** Exercise directions **
Find the line with "Where are all labels, symbols and controls in the" in the entries below, then reproduce it and every line after it down to and including the line with "Find all text and symbols in the", exactly.

[Start of section]

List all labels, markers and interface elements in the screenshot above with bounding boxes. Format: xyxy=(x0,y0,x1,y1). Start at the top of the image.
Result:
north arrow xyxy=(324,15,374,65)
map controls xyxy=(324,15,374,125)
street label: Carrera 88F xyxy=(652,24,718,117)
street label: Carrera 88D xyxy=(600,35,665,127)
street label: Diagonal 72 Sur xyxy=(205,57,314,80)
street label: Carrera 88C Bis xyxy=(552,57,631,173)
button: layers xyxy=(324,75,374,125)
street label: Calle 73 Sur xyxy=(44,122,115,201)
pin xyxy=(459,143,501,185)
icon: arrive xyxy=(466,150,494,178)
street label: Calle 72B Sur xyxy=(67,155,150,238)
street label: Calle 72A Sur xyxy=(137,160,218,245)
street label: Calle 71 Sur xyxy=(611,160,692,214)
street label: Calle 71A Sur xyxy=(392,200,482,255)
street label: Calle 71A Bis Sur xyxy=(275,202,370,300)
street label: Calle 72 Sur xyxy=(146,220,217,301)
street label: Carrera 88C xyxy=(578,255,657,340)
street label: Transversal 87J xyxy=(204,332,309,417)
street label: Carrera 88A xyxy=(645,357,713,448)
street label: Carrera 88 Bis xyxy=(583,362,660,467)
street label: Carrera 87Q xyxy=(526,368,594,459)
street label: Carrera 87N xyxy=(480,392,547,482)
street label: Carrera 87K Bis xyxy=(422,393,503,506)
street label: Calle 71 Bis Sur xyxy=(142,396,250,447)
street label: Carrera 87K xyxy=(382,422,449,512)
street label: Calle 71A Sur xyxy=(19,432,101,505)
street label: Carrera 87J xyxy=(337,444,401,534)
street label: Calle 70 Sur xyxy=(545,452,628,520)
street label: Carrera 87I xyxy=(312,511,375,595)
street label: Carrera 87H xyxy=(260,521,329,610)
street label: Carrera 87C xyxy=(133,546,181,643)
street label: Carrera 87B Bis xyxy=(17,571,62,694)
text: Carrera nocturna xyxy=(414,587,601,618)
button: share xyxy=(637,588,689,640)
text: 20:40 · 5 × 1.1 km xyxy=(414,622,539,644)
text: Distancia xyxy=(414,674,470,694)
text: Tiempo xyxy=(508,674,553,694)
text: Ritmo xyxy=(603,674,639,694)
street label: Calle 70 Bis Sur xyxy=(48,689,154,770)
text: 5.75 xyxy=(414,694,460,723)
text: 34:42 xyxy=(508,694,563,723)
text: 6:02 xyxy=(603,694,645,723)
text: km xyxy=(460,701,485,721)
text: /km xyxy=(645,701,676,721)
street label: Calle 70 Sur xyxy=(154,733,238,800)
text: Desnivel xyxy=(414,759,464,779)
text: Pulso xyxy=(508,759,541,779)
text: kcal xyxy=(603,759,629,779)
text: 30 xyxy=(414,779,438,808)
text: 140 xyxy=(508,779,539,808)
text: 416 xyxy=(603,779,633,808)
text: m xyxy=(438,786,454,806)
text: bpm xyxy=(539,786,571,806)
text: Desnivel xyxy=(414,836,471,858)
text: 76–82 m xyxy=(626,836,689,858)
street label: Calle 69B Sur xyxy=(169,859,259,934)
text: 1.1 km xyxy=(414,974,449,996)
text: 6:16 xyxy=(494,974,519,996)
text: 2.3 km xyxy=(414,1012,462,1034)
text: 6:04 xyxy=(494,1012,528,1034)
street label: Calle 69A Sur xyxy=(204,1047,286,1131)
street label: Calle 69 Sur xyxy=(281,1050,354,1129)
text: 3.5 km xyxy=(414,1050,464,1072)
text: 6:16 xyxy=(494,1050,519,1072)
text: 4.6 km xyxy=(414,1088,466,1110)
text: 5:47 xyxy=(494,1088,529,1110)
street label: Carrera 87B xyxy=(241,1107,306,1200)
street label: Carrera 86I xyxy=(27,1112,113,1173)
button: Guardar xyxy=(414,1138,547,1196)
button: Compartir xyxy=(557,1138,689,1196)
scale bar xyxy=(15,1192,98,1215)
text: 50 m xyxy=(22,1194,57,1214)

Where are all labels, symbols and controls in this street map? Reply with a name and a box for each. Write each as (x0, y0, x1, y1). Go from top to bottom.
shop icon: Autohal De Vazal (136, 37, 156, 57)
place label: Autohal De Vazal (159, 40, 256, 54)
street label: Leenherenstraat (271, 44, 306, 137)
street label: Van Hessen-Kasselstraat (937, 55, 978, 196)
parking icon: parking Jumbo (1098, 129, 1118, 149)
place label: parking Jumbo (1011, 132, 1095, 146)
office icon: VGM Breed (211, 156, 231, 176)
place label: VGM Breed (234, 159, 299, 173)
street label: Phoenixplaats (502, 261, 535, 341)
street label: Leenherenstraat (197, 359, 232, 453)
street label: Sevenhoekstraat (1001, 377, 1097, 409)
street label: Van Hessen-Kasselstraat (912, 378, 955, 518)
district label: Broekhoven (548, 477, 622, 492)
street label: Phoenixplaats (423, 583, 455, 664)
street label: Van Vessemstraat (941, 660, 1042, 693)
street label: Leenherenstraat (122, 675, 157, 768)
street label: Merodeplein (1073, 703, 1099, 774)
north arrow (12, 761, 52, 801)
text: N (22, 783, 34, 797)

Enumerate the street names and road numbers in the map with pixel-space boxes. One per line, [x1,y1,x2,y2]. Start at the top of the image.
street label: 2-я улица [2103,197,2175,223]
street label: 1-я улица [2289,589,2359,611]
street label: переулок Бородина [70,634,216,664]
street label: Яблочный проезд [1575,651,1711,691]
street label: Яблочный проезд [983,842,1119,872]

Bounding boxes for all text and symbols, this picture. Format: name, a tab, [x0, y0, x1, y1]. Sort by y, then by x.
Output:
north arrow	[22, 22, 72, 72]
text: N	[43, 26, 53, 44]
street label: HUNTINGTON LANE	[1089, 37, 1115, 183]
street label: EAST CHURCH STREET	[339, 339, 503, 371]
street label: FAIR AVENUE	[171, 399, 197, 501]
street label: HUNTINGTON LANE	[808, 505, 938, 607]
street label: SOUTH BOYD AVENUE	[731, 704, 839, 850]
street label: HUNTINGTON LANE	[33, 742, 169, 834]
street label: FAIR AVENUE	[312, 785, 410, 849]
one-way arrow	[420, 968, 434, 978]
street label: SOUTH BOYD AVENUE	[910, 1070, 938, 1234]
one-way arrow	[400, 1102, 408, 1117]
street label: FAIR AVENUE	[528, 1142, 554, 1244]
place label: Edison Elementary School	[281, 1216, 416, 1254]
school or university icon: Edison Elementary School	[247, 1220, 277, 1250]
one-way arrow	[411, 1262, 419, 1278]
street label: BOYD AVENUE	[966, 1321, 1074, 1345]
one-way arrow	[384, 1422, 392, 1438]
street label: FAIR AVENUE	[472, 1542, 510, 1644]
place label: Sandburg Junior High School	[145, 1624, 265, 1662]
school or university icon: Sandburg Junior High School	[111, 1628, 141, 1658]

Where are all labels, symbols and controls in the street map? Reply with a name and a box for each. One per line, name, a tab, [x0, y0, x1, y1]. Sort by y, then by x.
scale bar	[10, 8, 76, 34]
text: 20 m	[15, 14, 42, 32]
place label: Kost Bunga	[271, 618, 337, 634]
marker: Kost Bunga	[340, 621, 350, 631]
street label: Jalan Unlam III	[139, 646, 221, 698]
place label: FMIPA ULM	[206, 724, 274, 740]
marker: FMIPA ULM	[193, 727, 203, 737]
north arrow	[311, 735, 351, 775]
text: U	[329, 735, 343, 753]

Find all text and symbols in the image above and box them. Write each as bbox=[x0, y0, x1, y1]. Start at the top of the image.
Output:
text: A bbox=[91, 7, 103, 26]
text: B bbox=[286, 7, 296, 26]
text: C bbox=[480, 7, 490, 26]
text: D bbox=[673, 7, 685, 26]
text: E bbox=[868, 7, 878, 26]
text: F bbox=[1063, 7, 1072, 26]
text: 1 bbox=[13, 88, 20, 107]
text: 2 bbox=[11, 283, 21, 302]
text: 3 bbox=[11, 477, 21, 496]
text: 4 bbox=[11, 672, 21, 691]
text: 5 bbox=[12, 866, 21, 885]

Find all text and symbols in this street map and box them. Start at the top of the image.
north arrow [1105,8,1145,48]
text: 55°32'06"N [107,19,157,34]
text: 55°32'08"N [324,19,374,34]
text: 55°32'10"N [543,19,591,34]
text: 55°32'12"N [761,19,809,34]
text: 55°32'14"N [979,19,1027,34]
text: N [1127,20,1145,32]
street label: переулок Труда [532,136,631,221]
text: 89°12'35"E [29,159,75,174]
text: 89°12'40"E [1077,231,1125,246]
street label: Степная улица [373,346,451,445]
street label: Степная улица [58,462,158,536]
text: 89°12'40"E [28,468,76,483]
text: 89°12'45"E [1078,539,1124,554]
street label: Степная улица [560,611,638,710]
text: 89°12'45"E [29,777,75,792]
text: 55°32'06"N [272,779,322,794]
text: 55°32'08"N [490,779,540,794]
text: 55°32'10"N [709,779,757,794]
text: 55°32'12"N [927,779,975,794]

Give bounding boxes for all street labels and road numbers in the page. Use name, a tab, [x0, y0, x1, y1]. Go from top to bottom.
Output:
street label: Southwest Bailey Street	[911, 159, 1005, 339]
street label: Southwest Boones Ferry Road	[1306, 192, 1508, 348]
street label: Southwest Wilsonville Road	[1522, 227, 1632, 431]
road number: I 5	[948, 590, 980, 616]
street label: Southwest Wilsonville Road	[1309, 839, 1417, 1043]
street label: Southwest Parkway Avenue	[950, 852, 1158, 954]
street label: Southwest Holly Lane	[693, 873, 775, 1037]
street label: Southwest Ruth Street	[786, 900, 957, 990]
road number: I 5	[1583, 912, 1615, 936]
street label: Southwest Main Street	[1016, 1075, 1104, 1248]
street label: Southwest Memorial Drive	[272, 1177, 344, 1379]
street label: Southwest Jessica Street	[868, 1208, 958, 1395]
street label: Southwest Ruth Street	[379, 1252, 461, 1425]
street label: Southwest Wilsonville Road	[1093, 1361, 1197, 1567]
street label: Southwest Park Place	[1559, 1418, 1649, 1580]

[End of section]

** Output of the task **
Where are all labels, symbols and controls in the street map? Reply with a name and a box for each. One per line, name, a tab, [x0, y0, x1, y1]. Sort by y, then by x.
scale bar	[10, 8, 76, 34]
text: 20 m	[15, 14, 42, 32]
place label: Kost Bunga	[271, 618, 337, 634]
marker: Kost Bunga	[340, 621, 350, 631]
street label: Jalan Unlam III	[139, 646, 221, 698]
place label: FMIPA ULM	[206, 724, 274, 740]
marker: FMIPA ULM	[193, 727, 203, 737]
north arrow	[311, 735, 351, 775]
text: U	[329, 735, 343, 753]

Find all text and symbols in the image above and box them. Write each as bbox=[x0, y0, x1, y1]. Start at the top of the image.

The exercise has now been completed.